Cuando ilusamente pensábamos que la vieja discusión Iglesia-política estaba saldada o al menos mitigada, la propia realidad nos muestra que eso no es cierto.
Desde tiempos remotos se ha venido planteando la urgente necesidad de separar la Iglesia de la política. Indudablemente que no es tarea fácil. Por un lado, los políticos se resisten al divorcio, y por el otro, la Iglesia un tanto igual, pareciera no comulgar con una posición a favor del rompimiento, toda vez que esa relación ayuda a su relación íntima con el poder político.
He venido sosteniendo que ambas, política y religión, funcionan con mecanismos similares. La política se hace de los partidos políticos y las iglesias, cualquiera que sea su denominación, a través de sus sectas. Ambas cuentan con una estructura de dirección y con fieles seguidores, y buscan hacerse cada vez más del recurso humano para sus propósitos. De manera que , con un mercado cautivo de gente, impulsan un discurso de convencimiento y de aspiraciones cuyo contenido muy bien hilvanado y expuesto busca: “ un posible estado de bienestar, tanto material como espiritual”, cuyo alcance se retrasa. Sin gente no hay política ni tampoco religión.
No cabe duda de que ambas actividades son rentables y coincidentes en la práctica y pareciera también que en el método, y como quiera que la Iglesia recibe -en momentos- del poder político lo requerido para su acción, y como quiera que esa simbiosis se presenta como conveniente, la política termina recibiendo de ella su espaldarazo.
Esto ha sido entendido por los políticos panameños, que encuentran justamente el factor Iglesia como un elemento “legítimo” para sus propósitos.

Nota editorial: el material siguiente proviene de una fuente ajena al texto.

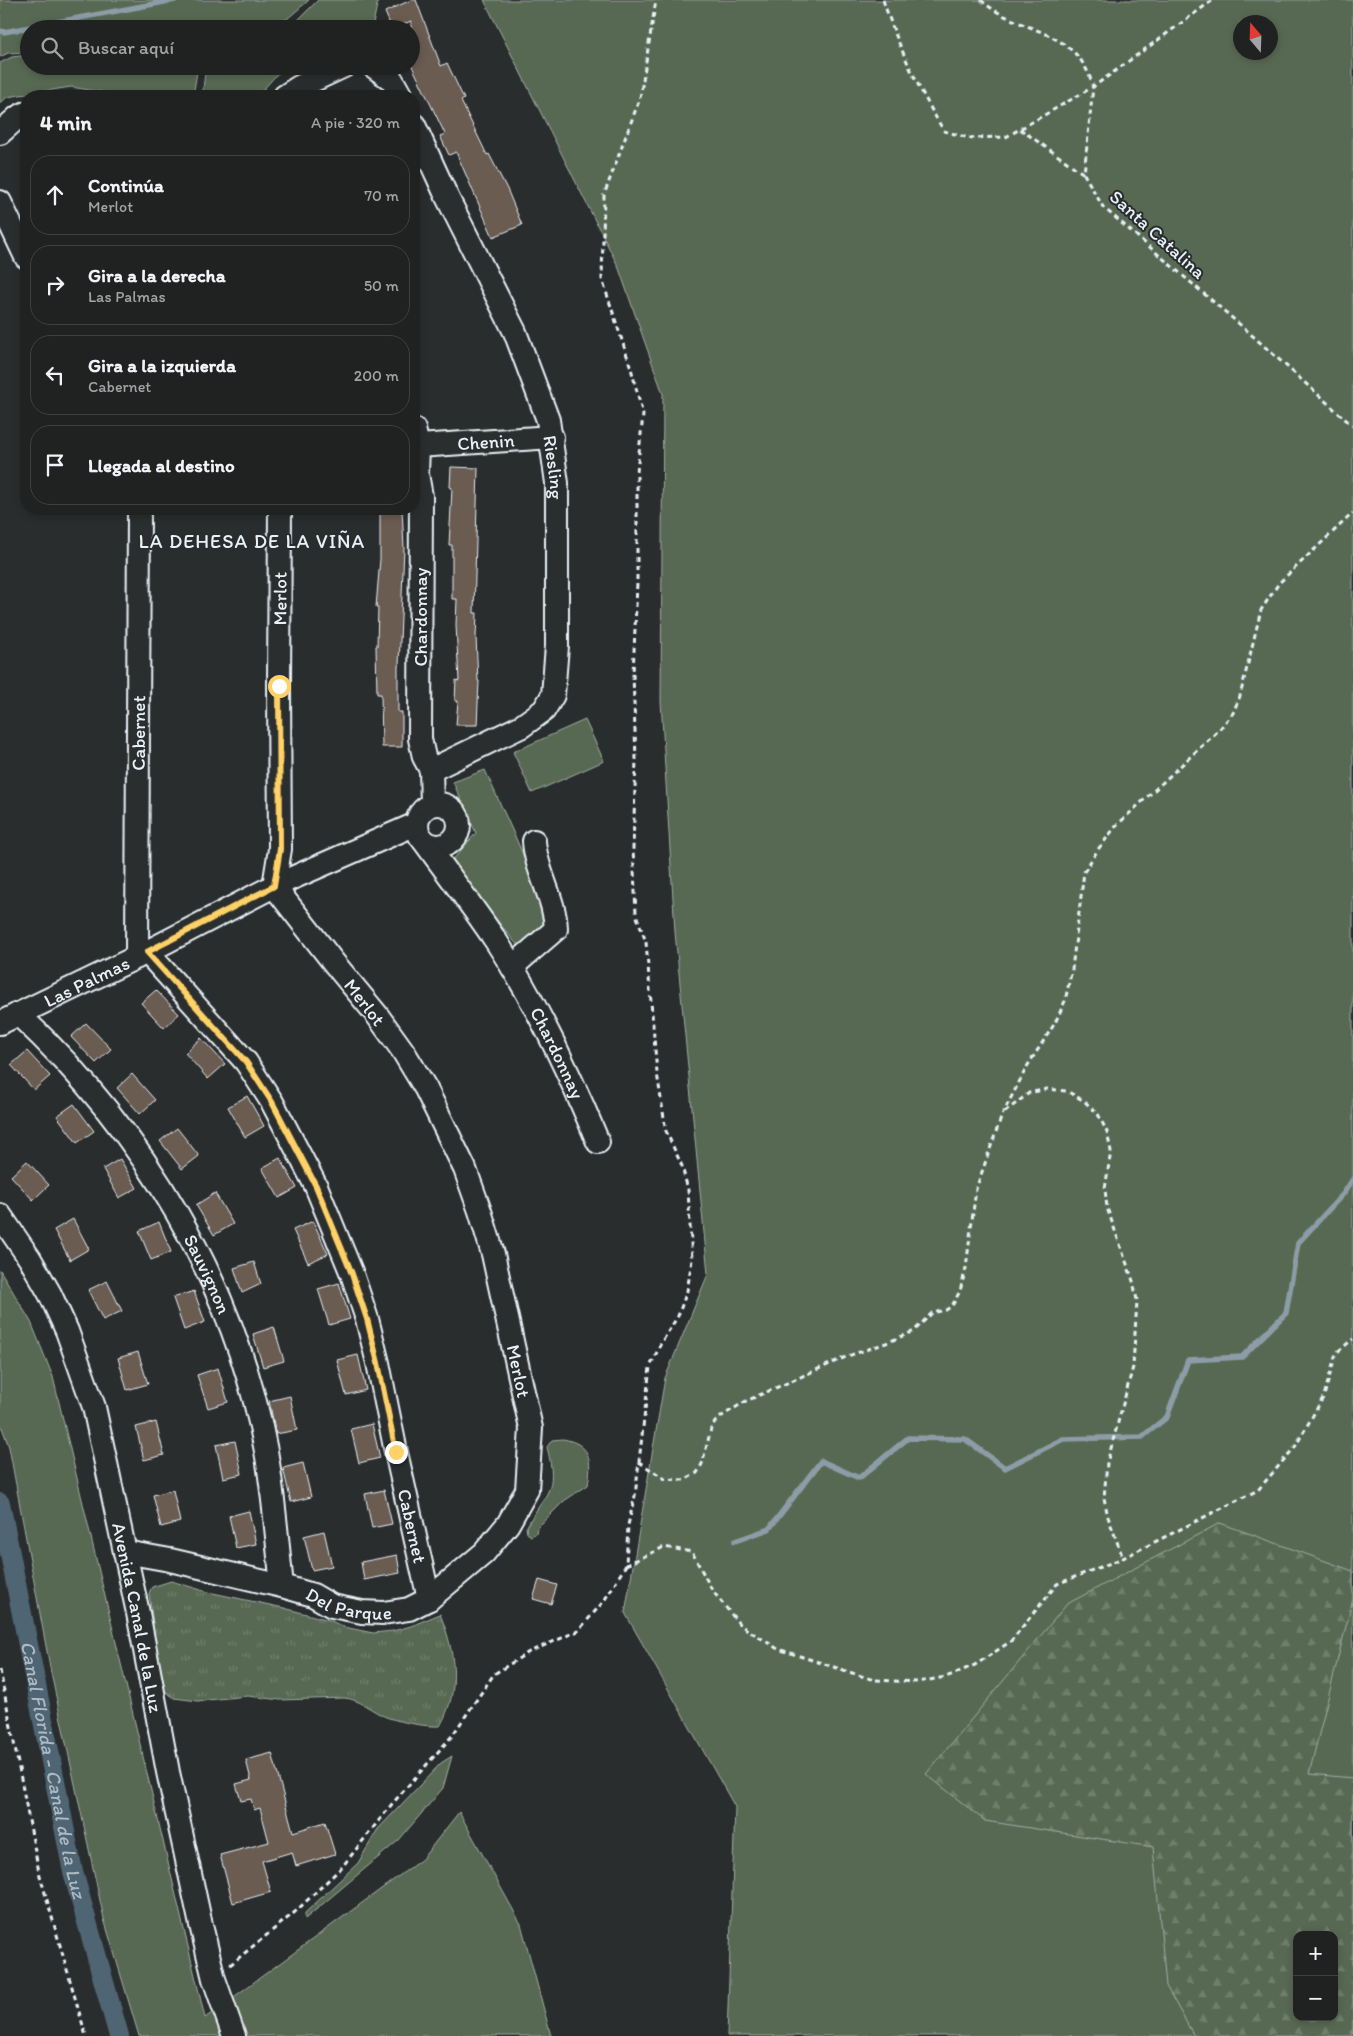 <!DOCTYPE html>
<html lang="es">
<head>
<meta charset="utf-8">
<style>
  :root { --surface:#202222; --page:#2d2f2f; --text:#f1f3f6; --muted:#a2a4a5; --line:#3d3f40 }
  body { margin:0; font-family:Itim,sans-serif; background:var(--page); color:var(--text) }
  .controls { position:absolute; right:15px; bottom:15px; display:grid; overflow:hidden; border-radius:10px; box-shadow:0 2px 8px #0003 }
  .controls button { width:45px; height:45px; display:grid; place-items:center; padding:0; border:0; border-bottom:1px solid var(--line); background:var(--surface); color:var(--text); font:25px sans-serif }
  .compass { position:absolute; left:1233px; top:15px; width:45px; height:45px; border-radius:50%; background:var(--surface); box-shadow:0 2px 8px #0003; rotate:341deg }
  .stop { position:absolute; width:15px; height:15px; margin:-11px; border:4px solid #ffd166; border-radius:50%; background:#fff }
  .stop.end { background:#ffd166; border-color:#fff; box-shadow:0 1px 5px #0008 }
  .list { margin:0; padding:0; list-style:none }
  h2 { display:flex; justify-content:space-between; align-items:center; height:65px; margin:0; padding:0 20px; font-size:21px }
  h2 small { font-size:16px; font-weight:400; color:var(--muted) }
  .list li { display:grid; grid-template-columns:32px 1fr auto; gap:15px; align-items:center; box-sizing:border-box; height:80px; margin:0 10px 10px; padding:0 10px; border:1px solid var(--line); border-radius:20px }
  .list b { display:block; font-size:19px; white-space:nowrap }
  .list p { margin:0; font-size:16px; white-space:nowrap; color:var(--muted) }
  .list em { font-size:16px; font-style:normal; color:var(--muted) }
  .icon { flex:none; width:28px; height:28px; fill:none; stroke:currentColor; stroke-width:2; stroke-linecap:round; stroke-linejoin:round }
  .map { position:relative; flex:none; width:1353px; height:2036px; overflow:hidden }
  .search { position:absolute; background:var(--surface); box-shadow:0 2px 8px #0003; left:20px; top:20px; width:400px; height:55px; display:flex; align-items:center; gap:12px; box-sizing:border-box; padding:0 18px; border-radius:28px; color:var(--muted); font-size:19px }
  .panel { position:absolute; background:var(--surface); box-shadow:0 2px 8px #0003; left:20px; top:90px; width:400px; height:425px; border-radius:20px }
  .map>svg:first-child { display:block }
  .grass { fill:#586953; stroke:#a0ada6; fill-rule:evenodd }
  .forest { fill:url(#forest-firs); stroke:#a0ada6; fill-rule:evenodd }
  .park { fill:url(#park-tufts); stroke:#a0ada6 }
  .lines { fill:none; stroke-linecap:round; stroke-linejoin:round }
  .stream { stroke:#8c9da8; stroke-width:5.5 }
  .canal { stroke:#4f6573; stroke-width:20 }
  .building { fill:#6a5c51; stroke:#e8f1f8 }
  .minor-casing { stroke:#e8f1f8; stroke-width:26 }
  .path { stroke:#e8f1f8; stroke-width:3; stroke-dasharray:5 4; stroke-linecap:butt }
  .minor { stroke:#2a2d2e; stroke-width:22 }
  .route { stroke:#ffd166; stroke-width:6 }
  .labels { text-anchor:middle; stroke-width:4; stroke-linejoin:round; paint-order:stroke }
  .street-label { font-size:19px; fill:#e8f1f8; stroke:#2a2d2e }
  .neighbourhood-label { font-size:20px; letter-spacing:1px; fill:#e8f1f8; stroke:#2a2d2e }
  .water-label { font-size:20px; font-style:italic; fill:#abb9c3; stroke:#2a2d2e }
</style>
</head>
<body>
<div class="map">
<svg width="1353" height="2036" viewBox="0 0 1353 2036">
  <defs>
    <pattern id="forest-firs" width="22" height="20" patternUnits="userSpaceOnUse" patternTransform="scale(1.25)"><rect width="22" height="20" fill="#586953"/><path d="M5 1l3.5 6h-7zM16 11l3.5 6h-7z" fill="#707f6c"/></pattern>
    <pattern id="park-tufts" width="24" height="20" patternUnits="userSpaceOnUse" patternTransform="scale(1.25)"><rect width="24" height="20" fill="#586953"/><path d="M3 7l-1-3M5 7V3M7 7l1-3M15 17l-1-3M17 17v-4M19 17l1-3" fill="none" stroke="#707f6c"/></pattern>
  </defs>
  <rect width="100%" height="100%" fill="#2a2d2e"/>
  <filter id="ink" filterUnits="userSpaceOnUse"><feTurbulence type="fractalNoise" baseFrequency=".02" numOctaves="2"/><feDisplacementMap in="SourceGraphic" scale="10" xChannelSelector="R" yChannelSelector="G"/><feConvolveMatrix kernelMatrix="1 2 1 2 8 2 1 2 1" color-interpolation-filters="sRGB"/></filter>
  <g filter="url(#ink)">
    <path class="grass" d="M0,0H309L287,19L257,29H29V52L8,53L0,57Z
      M318,0H378L372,29H282L296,22Z
      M484,0H1353V2036H727L735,1807L625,1613L665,1378L708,1274L675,932L661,701L663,394L618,266ZM1240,22H1270V52H1240ZM1297,1935H1334V2017H1297Z
      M29,55V66H198L193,96H110L108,93L71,87L7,97L0,104V63L12,57Z
      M206,66H295L277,74L262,91L250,96H202Z
      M585,720L604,761L532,793L513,752Z
      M485,770L545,903L546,922L518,946L450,863L476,833L453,782Z
      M0,1270L31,1322L53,1377L205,2018L422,1859L459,1812L521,1924L551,2036H139L104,1919L51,1673L9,1447L0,1422Z
      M563,1439C591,1444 592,1460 588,1485L564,1501L537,1528L536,1533L531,1536L527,1533L526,1528C545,1491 559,1494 547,1447L552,1440Z
      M452,1756L443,1788L399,1840L305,1919V1913L358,1863L378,1829L441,1763Z"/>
    <path class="forest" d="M1220,1523L1353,1571V1598L1309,1774L1353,1778V2036H1194L1166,1986L1153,1847L985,1821L926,1774L1067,1604ZM1297,1935H1334V2017H1297Z"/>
    <path class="park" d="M171,1581L208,1592L284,1608L329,1620L344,1627L373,1633L393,1631L411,1626L440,1614C455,1651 461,1690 440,1726C426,1727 400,1722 386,1717C371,1711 360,1699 344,1698L280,1700L248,1696L198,1701L174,1698L163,1689L160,1681L149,1593L152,1587Z"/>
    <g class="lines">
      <path class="stream" d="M0,31L4,32L175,0
        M735,1541L769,1529L821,1461L859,1478L908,1438L965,1439L1005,1468L1063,1439L1142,1437L1167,1417L1188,1360L1242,1357L1286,1313L1298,1243L1344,1193L1353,1179"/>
      <path class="canal" id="s1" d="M0,1503L73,1872L119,2036"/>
    </g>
    <path class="building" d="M411,0H416L441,66L447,63L464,99L461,101L487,155L489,154L507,189L522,225L493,237L456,152L449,155L440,136L445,134L411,64V21L392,29L385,12Z
      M451,467L478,468L474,613H477L476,637L478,681H479L477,725H456L458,701H455L456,680L459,681L456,625L457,599H452V545H449L452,488L450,487Z
      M380,509H402L404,548L399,665H398V712H402V747H382L381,694H377L376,646H377L378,607H376L380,559Z
      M156,990L179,1014L164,1028L141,1003Z
      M86,1023L111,1049L96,1063L71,1037Z
      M201,1038L225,1064L208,1079L185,1053Z
      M27,1051L50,1076L34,1090L11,1065Z
      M132,1074L155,1100L140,1114L117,1088Z
      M247,1096L264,1126L245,1137L228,1107Z
      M74,1104L94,1131L77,1143L57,1116Z
      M177,1128L199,1156L182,1169L160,1141Z
      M280,1158L297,1188L279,1198L262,1168Z
      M120,1159L137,1188L119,1198L103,1169Z
      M27,1161L49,1185L33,1200L11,1176Z
      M215,1193L233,1224L214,1235L196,1205Z
      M73,1219L89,1249L70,1260L54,1230Z
      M313,1221L328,1254L308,1263L293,1230Z
      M159,1222L171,1252L151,1260L139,1231Z
      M254,1262L261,1284L242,1293L234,1268Z
      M107,1281L122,1311L103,1320L88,1290Z
      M339,1283L350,1319L329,1325L318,1289Z
      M194,1291L205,1322L184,1330L173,1298Z
      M274,1327L284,1361L263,1367L253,1334Z
      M138,1352L148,1384L127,1390L118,1358Z
      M358,1355L366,1390L346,1395L337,1360Z
      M218,1368L228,1402L208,1408L197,1375Z
      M290,1396L297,1430L276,1434L269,1401Z
      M156,1422L164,1455L144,1460L136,1427Z
      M372,1424L380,1458L359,1463L351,1429Z
      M235,1441L242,1474L223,1478L216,1445Z
      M303,1463L311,1497L291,1502L283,1468Z
      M173,1490L180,1522L161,1527L153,1495Z
      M384,1490L392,1524L372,1528L365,1494Z
      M249,1511L256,1544L236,1548L229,1516Z
      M324,1531L332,1566L312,1570L304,1536Z
      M397,1555L400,1573L364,1580L361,1562Z
      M539,1580L557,1585L551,1604L533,1599Z
      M272,1753L293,1832L325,1822L335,1854L296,1866L292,1852L262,1861L271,1892L233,1903L220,1855L269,1842L260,1808L254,1810L251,1799L241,1801L236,1784L251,1780L246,1760Z"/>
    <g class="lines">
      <defs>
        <g id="minor">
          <path d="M373,66L392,80L401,96"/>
          <path d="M285,96L299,87L344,66"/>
          <path id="s2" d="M414,125L447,197L515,332L548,420L557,483V646L553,695L544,710L522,726L431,770"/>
          <path d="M0,133L18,117L26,113"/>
          <path d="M0,202L26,257"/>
          <path d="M414,429L418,446L417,474L421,496L420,739L424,757L431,770L432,804"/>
          <path id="s3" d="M418,446L552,437"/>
          <circle cx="438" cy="825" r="21"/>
          <path id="s4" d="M424,841C448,874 473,907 496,941C537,1004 569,1072 598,1142"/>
          <path id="s5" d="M147,952L246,1062L272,1102L316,1186L352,1274L367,1319L378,1363L396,1452L429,1599"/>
          <path id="s6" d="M137,957L139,509"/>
          <path d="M512,967L556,929C555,898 536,872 534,841"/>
          <path id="s7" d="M18,1014C142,1129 235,1284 266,1451C274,1495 277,1541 282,1586"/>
          <path id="s8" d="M0,1023L137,957L274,886L416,824"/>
          <path id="s9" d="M0,1215L30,1259L50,1294L67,1331L94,1407L138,1613L168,1772L201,1925L214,1979L234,2036"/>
          <path id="s10" d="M125,1552L170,1560L282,1586L313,1595L332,1606L362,1612L383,1613L409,1609L429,1599L484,1553L508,1524L527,1490L531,1428L493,1254L480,1211L465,1169L426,1089L403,1051L377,1015L334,963L274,886L280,849L279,686L280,509"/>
        </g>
      </defs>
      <use href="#minor" class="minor-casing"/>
      <path class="path" d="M883,0C899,48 918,88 944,131L969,138L1006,137L1093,87L1213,0
        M981,0C1018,34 1078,27 1093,87L1084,174L1103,207L1245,329L1353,426
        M1020,129L1084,174
        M1005,1112L1029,1093L1047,1089L1067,1091L1084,1101L1098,1114L1107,1132L1111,1151L1105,1189L1107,1208L1133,1281L1137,1300L1133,1367L1107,1463L1104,1498L1108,1517L1123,1558
        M639,1462L665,1479L684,1480L697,1473L702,1464L712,1425L722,1416L746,1401L848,1356L886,1343L914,1331L932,1313L946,1310L952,1306L960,1291L966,1268L976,1189L1002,1115L1028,1065L1055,1023L1065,1001L1072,969L1084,872L1099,848L1117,825L1219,730L1233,713L1240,696L1261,610L1279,583L1353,513
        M626,1565L664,1547L692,1552L712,1590L740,1625L778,1649L874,1680L918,1682L946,1677L975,1665L1011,1641L1057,1584L1123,1558L1258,1490L1295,1447L1324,1396L1336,1353L1353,1339
        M0,1670L39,1872L86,2036
        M230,1965L295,1912L342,1867L392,1804L452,1736L494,1674L529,1652L578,1631L604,1601L626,1565L628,1525L635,1496L650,1367L661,1343L678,1316L687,1291L692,1260L688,1190L682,1166L666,1131L657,1073L646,942L636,914L633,848L636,759L633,674L637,583V472L643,415L631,368L602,279L604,195L640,98L656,0"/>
      <use href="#minor" class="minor"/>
    </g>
  </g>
  <g class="lines" filter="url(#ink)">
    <path class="route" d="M279,686L280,849L274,886L147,952L246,1062L272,1102L316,1186L352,1274L367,1319L378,1363L396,1452"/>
  </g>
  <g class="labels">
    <g class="street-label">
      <text transform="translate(1158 234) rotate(42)" y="7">Santa Catalina</text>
      <text dy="7" stroke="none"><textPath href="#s3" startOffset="68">Chenin</textPath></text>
      <text dy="7" stroke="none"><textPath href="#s2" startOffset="372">Riesling</textPath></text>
      <text dy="7" stroke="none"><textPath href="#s10" startOffset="1424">Merlot</textPath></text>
      <text transform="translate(420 617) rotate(-90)" y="7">Chardonnay</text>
      <text dy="7" stroke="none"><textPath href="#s6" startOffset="224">Cabernet</textPath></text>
      <text dy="7" stroke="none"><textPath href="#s8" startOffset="96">Las Palmas</textPath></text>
      <text transform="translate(365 1002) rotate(52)" y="7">Merlot</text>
      <text dy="7" stroke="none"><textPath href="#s4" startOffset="251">Chardonnay</textPath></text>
      <text dy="7" stroke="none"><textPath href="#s7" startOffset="324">Sauvignon</textPath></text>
      <text transform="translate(519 1371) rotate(78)" y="7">Merlot</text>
      <text dy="7" stroke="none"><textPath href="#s5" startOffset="645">Cabernet</textPath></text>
      <text dy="7" stroke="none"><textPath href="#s10" startOffset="231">Del Parque</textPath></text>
      <text dy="7" stroke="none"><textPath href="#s9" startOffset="430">Avenida Canal de la Luz</textPath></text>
    </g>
    <g class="neighbourhood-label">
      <text x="252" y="548">LA DEHESA DE LA VIÑA</text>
    </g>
    <g class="water-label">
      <text dy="7" stroke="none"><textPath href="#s1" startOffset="272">Canal Florida - Canal de la Luz</textPath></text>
    </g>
  </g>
</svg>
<div class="controls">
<button>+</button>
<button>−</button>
</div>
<svg class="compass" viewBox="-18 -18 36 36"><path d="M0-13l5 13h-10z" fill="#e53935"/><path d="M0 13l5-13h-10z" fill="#a2a4a5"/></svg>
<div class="stop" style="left:279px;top:686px"></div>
<div class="stop end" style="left:396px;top:1452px"></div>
<div class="search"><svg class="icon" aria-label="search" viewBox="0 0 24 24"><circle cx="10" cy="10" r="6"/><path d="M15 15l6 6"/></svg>Buscar aquí</div>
<section class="panel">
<h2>4 min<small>A pie · 320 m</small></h2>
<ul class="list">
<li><svg class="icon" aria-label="ahead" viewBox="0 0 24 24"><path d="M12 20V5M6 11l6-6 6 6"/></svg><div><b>Continúa</b><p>Merlot</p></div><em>70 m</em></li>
<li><svg class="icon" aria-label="right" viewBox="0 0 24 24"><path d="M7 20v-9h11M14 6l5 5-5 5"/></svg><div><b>Gira a la derecha</b><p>Las Palmas</p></div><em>50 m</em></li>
<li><svg class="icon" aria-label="left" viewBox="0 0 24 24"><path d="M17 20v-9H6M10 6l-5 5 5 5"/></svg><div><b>Gira a la izquierda</b><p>Cabernet</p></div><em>200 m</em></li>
<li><svg class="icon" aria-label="arrive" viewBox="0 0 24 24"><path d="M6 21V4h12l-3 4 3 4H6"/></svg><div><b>Llegada al destino</b></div></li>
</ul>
</section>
</div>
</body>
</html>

Desde luego, con el mercado cautivo y con el entendimiento de las cúpulas religiosas se busca que desde allí se baje la línea para consecuencialmente corresponderle. El político nacional ha entendido con claridad que ella-la política-no es posible con la exclusión de las iglesias. Es decir, eso es parte de la estrategia de las campañas políticas.
Y, los hay-políticos-que se sienten ungidos e incluso dicen que han sido iluminados por la divinidad para ostentar una posición política. No obstante, no explican-y deben hacerlo- por qué el todopoderoso los eligió, como tampoco explican - y es necesario hacerlo- las razones por las cuales él hace exclusión estableciendo fueros y privilegios y hasta discriminación si fuese el caso.
La divinidad plantea la igualdad ante sus ojos, un discurso adverso lo deslegitima y por ello, se falsean las propuestas políticas, como también queda en entredicho la autenticidad de la Iglesia y de un Dios que no hace acepción de personas.
Política y religión, y viceversa, en esa relación de conveniencia, parecieran que ponen al ser humano como un instrumento de uso, en donde lo importante es el poder, que debe ser alcanzado sin importar que esos medios no justifican lo que debe ser correcto. Al final preocupa que hasta hablando en lenguas queden los políticos o contorneándose en el piso después de que una mano religiosa haya tocado su frente.